### Assignment
Set down exactly the entries below, beginning at their first line and ending at the line with "height:6px; margin-top:-3px; transform-origin:0;".

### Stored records

****

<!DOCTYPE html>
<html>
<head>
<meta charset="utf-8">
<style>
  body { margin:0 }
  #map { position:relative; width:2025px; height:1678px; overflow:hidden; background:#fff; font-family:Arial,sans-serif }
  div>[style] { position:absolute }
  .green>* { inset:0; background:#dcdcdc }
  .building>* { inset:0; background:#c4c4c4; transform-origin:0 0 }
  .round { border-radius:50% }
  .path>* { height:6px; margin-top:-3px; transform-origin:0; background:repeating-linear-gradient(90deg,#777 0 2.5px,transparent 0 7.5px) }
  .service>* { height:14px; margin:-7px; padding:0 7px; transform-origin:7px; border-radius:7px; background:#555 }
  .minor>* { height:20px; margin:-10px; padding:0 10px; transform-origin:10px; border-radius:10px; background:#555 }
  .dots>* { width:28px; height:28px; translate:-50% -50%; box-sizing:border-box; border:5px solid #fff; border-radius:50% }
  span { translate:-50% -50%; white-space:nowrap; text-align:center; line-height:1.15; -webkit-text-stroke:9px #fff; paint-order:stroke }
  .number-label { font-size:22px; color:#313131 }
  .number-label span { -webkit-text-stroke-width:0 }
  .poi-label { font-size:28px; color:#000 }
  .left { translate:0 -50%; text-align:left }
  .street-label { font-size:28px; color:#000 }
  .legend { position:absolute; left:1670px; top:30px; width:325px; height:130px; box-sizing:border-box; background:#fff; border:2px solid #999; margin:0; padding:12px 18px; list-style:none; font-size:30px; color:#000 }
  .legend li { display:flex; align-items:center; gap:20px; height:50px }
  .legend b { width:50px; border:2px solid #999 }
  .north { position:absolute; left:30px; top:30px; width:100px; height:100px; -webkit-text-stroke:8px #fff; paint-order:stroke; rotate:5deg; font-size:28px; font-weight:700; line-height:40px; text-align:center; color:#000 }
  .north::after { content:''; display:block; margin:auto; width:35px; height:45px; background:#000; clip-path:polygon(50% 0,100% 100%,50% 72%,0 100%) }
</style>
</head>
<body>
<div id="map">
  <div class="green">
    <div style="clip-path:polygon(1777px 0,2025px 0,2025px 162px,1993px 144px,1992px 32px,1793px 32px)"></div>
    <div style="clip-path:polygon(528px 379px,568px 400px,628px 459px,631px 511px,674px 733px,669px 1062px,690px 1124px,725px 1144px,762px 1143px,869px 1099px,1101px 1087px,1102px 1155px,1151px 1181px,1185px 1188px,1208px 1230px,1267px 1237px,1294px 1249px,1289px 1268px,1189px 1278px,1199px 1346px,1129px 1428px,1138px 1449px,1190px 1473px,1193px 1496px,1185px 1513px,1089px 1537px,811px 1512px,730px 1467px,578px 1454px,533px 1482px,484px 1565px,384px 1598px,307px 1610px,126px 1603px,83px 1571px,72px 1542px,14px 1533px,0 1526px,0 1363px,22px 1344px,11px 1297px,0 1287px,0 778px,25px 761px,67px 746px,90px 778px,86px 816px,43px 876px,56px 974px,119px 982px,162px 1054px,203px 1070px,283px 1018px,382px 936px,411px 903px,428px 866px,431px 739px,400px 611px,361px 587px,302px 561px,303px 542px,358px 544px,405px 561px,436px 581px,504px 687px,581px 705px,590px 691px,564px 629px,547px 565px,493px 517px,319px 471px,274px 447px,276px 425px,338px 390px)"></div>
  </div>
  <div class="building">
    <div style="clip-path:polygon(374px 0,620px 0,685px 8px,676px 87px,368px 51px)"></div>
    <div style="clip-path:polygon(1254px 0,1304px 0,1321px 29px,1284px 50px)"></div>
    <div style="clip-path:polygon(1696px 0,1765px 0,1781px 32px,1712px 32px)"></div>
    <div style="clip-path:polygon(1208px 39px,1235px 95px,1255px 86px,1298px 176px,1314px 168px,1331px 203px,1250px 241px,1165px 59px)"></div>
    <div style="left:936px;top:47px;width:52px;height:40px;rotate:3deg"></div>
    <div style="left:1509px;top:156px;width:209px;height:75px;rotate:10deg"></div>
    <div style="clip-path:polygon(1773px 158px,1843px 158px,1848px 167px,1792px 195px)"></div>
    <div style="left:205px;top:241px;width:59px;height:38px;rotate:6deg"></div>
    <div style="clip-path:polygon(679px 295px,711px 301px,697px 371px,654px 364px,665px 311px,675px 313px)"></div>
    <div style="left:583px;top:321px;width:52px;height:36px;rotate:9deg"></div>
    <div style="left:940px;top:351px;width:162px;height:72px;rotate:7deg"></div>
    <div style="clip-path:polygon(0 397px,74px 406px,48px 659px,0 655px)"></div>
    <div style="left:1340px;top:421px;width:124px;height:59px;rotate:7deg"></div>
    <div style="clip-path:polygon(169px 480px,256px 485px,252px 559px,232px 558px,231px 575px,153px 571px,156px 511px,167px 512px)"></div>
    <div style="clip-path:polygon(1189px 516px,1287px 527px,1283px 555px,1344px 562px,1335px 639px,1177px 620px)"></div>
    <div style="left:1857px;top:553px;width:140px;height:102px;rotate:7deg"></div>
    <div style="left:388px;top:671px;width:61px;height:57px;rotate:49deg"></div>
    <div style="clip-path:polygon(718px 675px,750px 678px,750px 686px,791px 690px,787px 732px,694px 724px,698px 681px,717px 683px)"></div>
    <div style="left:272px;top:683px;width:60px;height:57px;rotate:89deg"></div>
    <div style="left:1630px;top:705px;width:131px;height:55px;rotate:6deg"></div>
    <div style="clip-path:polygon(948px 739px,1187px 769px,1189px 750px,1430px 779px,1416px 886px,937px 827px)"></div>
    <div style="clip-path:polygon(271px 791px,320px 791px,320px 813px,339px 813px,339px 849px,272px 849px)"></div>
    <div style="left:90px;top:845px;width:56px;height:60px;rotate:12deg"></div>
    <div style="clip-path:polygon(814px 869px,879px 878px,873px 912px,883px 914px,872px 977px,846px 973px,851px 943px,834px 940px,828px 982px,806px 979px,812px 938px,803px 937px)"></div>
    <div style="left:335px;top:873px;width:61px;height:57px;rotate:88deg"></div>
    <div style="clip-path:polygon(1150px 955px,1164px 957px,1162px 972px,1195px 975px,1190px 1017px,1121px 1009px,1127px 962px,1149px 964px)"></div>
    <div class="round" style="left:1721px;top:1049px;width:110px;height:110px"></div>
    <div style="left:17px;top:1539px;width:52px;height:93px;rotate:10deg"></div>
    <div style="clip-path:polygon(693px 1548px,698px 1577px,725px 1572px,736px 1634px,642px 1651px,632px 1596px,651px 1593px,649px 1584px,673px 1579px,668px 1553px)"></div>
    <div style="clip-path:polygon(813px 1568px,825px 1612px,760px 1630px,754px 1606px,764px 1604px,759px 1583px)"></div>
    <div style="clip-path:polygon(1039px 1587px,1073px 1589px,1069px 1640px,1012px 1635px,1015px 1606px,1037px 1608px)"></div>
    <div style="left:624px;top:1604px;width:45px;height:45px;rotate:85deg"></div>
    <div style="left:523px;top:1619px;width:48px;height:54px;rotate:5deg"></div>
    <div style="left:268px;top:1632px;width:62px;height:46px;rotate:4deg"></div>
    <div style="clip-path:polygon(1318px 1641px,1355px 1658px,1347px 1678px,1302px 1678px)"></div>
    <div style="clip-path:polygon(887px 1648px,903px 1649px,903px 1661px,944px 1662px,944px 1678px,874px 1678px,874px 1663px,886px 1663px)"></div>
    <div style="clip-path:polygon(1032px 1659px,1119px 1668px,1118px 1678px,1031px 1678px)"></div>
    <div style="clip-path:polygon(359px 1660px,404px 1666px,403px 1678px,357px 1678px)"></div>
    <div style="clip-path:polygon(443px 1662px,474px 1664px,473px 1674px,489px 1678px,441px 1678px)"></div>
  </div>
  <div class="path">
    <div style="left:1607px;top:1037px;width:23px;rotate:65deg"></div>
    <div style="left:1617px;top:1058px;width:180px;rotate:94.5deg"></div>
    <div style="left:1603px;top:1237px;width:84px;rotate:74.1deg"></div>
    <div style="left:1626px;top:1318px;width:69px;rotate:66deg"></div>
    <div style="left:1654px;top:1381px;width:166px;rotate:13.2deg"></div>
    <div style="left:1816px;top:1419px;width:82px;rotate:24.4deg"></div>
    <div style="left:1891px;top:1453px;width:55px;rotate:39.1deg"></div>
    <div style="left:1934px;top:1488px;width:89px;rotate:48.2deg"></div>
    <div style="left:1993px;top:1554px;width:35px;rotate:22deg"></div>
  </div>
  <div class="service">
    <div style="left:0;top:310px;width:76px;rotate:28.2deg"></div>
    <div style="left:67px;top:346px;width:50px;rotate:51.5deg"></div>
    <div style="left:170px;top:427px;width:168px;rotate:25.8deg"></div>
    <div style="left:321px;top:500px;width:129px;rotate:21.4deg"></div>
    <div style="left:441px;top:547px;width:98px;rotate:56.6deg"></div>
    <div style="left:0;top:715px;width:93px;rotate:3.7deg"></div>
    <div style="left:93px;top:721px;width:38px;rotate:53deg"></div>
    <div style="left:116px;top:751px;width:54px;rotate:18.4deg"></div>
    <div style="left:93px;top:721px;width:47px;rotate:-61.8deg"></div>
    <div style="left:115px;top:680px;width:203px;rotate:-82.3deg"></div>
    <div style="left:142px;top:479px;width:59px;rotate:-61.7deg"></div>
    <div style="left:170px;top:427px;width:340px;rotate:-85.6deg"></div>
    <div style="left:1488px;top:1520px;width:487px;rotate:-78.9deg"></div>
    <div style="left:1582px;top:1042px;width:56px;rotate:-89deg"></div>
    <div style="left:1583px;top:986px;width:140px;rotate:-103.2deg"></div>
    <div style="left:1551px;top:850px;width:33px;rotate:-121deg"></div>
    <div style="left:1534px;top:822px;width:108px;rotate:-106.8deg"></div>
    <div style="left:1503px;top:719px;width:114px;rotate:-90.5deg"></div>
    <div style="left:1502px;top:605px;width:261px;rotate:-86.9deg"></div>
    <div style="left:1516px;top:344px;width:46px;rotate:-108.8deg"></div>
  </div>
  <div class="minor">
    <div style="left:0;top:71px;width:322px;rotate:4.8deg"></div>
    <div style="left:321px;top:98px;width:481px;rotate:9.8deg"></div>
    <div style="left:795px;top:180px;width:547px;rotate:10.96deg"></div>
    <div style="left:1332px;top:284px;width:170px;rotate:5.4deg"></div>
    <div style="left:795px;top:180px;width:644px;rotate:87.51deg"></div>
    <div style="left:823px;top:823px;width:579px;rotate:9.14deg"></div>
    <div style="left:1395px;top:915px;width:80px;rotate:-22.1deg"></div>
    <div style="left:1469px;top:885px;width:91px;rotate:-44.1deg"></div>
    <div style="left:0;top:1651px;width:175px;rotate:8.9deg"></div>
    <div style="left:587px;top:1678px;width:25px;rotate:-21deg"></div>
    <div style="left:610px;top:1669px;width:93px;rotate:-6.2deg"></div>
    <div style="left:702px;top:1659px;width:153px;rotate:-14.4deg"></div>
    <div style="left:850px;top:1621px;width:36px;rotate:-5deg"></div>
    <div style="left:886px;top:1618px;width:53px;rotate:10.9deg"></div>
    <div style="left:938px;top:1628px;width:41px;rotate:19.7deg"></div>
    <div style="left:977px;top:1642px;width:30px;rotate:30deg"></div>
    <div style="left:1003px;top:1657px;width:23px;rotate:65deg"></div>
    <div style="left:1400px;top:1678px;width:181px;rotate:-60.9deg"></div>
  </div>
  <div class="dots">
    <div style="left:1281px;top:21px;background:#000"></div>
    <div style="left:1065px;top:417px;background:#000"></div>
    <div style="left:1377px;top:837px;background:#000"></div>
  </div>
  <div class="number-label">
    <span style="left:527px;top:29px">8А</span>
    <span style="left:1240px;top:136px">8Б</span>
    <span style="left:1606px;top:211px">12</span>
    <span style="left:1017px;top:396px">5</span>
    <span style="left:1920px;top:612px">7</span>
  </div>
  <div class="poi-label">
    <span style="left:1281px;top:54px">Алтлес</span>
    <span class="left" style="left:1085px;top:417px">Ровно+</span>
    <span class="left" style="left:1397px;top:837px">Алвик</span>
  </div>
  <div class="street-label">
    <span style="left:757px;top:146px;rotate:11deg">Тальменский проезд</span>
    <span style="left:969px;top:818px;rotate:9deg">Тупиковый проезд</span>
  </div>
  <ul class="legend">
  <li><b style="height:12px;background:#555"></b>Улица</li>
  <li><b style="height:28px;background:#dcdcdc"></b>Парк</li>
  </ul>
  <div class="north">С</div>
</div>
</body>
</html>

****

### Task response
<!DOCTYPE html>
<html>
<head>
<meta charset="utf-8">
<style>
  body { margin:0 }
  #map { position:relative; width:2025px; height:1678px; overflow:hidden; background:#fff; font-family:Arial,sans-serif }
  div>[style] { position:absolute }
  .green>* { inset:0; background:#dcdcdc }
  .building>* { inset:0; background:#c4c4c4; transform-origin:0 0 }
  .round { border-radius:50% }
  .path>* { height:6px; margin-top:-3px; transform-origin:0; background:repeating-linear-gradient(90deg,#777 0 2.5px,transparent 0 7.5px) }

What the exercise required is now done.